The machine started failing again with a different dmesg error
> [31719.674017] BUG: kernel NULL pointer dereference, address: 0000000000000008
> [31719.674118] #PF: supervisor write access in kernel mode
> [31719.674197] #PF: error_code(0x0002) - not-present page
> [31719.674305] PGD 0 P4D 0
> [31719.674381] Oops: 0002 [#1] PREEMPT SMP PTI
> [31719.674460] CPU: 0 PID: 1180 Comm: kvm Tainted: G I 6.8.4-3-pve
> #1
> [31719.674568] Hardware name: FUJITSU D3417-B1/D3417-B1, BIOS V5.0.0.11
> R1.29.0.SR.1 for D3417-B1x 05/13/2020
> [31719.674669] RIP: 0010:blk_flush_complete_seq+0x291/0x2d0
> [31719.674775] Code: 0f b6 f6 49 8d 56 01 49 c1 e6 04 4d 01 ee 48 c1 e2 04 49 8b
> 4e 10 4c 01 ea 48 39 ca 74 2b 48 8b 4b 50 48 8b 7b 48 48 8d 73 48 <48> 89 4f 08 48
> 89 39 49 8b 4e 18 49 89 76 18 48 89 53 48 48 89 4b
> [31719.674904] RSP: 0018:ffffaea0c936ba60 EFLAGS: 00010046
> [31719.674984] RAX: 0000000000000000 RBX: ffff9808d4040a00 RCX: ffff9808d4040a48
> [31719.675067] RDX: ffff9808d202b420 RSI: ffff9808d4040a48 RDI: 0000000000000000
> [31719.675149] RBP: ffffaea0c936baa0 R08: 0000000000000000 R09: 0000000000000000
> [31719.675231] R10: 0000000000000000 R11: 0000000000000000 R12: 0000000000029801
> [31719.675366] R13: ffff9808d202b400 R14: ffff9808d202b410 R15: ffff9808d3e97300
> [31719.675449] FS: 000073172a4006c0(0000) GS:ffff9817ae200000(0000)
> knlGS:0000000000000000
> [31719.675546] CS: 0010 DS: 0000 ES: 0000 CR0: 0000000080050033
> [31719.675626] CR2: 0000000000000008 CR3: 000000010af80002 CR4: 00000000003726f0
> [31719.675708] Call Trace:
> [31719.675808] <TASK>
This time anyway it looks like it is not a hardware issue accorting to Hetzner support.
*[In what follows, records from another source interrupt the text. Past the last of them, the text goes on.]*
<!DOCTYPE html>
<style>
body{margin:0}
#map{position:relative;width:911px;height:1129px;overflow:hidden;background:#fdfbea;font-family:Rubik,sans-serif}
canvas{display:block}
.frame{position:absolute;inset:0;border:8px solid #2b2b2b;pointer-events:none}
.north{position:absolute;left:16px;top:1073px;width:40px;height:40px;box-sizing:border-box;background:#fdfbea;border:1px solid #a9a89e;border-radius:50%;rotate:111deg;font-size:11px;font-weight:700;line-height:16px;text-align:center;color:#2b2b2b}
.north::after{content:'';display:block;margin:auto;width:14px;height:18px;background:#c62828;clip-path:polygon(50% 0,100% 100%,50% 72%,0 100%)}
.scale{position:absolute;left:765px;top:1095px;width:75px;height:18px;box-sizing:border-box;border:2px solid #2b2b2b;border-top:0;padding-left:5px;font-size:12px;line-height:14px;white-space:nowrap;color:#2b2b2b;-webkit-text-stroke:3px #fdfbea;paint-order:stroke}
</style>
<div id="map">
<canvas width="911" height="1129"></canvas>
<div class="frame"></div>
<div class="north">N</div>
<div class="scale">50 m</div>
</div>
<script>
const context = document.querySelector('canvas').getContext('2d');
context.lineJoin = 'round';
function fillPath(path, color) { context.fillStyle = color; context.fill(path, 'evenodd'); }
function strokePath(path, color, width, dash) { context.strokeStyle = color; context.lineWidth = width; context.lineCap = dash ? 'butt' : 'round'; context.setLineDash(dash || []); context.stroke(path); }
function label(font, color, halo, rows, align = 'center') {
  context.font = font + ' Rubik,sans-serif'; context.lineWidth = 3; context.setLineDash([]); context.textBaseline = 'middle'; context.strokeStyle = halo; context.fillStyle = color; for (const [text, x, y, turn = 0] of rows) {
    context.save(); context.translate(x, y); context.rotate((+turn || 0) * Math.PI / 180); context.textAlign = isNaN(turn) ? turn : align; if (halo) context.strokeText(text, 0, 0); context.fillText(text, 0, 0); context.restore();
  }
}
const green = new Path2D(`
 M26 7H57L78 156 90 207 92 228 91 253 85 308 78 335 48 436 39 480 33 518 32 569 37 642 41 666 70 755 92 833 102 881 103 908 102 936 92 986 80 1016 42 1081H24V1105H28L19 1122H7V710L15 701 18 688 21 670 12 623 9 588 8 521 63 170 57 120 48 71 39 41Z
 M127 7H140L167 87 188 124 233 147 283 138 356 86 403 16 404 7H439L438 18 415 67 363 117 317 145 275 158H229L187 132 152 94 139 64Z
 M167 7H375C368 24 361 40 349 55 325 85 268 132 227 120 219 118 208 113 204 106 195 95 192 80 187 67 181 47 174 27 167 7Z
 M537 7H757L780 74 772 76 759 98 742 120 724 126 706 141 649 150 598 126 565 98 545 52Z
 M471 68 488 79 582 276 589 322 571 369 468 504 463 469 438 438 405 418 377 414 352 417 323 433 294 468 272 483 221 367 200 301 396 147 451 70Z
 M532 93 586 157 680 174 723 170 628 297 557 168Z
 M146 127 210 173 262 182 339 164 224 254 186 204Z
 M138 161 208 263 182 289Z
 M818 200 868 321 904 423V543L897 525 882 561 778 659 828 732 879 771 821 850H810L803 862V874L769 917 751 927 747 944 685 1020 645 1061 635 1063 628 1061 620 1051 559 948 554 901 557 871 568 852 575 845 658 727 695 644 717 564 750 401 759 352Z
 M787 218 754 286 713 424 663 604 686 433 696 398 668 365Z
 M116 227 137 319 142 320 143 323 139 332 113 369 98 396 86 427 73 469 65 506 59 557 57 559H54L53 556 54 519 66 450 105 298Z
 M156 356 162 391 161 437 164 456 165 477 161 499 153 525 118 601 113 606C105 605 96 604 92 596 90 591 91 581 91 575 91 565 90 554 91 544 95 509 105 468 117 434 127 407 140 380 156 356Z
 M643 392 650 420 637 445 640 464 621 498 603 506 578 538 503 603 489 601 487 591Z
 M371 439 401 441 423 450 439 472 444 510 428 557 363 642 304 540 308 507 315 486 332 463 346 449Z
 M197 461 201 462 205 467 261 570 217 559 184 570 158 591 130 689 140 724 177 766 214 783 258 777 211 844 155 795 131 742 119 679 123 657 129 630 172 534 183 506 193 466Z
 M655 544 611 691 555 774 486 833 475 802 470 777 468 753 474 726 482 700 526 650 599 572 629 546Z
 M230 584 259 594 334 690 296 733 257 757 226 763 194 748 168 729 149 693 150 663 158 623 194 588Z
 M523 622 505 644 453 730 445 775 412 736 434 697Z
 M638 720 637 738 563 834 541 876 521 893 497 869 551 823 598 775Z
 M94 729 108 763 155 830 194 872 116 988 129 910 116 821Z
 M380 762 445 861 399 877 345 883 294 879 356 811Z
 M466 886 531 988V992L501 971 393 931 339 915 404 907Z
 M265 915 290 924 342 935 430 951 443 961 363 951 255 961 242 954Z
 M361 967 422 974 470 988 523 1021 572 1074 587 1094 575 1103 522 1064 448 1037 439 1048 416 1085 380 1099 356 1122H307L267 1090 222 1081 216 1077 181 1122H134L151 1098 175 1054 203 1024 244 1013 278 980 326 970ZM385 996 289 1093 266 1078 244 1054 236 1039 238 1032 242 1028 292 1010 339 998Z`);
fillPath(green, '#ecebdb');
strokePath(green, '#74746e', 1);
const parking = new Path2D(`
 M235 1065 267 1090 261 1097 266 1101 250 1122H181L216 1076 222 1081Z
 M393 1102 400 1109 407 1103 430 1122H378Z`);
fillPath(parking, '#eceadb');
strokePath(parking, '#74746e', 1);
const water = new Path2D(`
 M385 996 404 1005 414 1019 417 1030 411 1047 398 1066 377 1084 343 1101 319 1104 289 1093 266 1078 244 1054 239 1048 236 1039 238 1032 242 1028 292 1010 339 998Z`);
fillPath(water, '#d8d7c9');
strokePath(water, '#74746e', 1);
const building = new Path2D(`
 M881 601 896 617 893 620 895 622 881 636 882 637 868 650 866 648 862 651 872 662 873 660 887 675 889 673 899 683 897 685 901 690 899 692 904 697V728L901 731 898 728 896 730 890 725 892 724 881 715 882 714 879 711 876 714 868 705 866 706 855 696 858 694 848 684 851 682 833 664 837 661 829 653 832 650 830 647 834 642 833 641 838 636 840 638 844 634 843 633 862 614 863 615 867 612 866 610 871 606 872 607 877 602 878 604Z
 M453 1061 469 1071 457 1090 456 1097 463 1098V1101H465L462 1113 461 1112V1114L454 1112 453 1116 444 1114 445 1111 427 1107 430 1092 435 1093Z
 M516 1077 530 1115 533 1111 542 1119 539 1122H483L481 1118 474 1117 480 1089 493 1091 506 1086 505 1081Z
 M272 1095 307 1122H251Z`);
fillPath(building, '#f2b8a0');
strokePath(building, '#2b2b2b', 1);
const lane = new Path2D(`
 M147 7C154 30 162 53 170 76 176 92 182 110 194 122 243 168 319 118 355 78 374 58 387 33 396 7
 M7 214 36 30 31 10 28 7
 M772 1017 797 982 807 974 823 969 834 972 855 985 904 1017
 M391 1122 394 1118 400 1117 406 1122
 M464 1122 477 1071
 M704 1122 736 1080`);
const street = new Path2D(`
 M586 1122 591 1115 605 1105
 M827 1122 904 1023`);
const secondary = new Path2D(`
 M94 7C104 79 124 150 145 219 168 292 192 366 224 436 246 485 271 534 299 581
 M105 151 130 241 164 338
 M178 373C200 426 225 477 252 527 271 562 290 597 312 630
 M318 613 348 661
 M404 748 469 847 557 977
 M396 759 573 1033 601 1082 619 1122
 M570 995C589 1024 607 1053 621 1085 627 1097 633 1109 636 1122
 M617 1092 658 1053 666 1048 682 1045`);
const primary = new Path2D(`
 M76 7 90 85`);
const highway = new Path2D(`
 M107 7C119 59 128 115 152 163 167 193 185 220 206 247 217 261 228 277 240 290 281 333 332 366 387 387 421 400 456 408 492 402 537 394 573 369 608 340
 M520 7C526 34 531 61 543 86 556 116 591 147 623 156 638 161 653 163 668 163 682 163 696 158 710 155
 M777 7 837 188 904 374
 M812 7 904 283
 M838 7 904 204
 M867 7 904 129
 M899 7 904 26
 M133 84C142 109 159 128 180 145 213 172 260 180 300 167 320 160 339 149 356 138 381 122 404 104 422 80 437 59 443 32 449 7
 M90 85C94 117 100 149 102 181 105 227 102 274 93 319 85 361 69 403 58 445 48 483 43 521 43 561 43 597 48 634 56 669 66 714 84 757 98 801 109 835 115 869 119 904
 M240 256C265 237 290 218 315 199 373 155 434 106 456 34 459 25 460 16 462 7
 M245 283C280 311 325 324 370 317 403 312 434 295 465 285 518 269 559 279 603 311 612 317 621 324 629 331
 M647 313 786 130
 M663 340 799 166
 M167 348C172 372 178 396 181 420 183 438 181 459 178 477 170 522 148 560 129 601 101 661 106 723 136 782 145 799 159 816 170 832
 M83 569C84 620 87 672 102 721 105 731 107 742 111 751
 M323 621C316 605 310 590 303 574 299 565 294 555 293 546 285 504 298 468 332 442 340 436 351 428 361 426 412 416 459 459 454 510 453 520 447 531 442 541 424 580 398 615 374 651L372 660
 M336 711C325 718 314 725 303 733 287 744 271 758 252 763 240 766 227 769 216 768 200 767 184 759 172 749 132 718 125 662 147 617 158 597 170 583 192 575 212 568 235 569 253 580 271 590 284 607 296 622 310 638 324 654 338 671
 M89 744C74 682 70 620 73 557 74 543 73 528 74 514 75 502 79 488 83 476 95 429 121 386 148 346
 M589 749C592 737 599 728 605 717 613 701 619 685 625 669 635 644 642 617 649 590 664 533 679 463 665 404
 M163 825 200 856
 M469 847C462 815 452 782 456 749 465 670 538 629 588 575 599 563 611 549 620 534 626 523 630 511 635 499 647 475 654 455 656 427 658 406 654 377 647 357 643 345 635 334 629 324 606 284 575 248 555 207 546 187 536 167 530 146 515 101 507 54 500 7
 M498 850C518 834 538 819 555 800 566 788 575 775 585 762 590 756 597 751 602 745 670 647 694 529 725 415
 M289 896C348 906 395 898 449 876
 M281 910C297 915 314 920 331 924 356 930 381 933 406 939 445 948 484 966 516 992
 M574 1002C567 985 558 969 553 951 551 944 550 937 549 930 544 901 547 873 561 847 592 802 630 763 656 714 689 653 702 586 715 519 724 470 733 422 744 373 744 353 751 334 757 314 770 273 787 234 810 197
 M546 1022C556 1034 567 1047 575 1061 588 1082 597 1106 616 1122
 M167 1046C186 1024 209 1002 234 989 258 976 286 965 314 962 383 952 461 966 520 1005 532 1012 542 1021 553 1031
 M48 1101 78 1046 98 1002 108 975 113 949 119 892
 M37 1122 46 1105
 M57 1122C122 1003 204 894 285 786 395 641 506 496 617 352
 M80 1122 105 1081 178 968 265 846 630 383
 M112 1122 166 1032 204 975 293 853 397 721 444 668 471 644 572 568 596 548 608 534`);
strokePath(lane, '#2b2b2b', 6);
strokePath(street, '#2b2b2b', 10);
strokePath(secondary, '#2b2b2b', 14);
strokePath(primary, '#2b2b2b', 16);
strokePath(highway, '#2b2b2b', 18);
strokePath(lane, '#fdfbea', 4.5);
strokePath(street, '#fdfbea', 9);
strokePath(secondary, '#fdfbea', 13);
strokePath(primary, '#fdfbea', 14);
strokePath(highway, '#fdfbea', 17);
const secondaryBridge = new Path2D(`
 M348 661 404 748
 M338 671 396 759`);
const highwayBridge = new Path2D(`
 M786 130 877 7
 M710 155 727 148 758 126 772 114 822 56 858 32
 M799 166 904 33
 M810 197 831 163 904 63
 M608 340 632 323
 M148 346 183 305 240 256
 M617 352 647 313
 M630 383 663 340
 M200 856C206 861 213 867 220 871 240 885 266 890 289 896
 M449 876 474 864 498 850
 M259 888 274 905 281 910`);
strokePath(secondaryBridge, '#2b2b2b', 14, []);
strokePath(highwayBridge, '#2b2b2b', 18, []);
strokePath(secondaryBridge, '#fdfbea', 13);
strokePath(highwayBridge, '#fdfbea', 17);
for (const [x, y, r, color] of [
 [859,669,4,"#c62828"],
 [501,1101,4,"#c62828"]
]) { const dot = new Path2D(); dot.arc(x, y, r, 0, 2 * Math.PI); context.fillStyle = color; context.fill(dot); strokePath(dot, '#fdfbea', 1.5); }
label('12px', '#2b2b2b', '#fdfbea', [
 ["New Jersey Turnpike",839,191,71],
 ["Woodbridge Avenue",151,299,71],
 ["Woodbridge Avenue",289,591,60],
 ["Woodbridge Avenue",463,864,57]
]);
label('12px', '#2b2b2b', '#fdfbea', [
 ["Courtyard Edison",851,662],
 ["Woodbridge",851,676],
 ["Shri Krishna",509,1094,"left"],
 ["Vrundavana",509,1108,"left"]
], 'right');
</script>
I rolled back the kernel to a previous version and it has been running flawlessly for a day.
Takeaways
- Every small thing you don't automate bites you in the ass. Even if it is just installing a package
- I am a bit concerned on the stability on the kernel in Hetzner machines. I will keep two of them installed in case I have to roll back.
- Having decent logging aggregation saved me again.
So, some more learnings in exchange for some downtime. Anyway I am relatively happy now and sure that in the case of catastrophic event I won't lose all the data. Another step in the path to making evilmeow.com open to the public.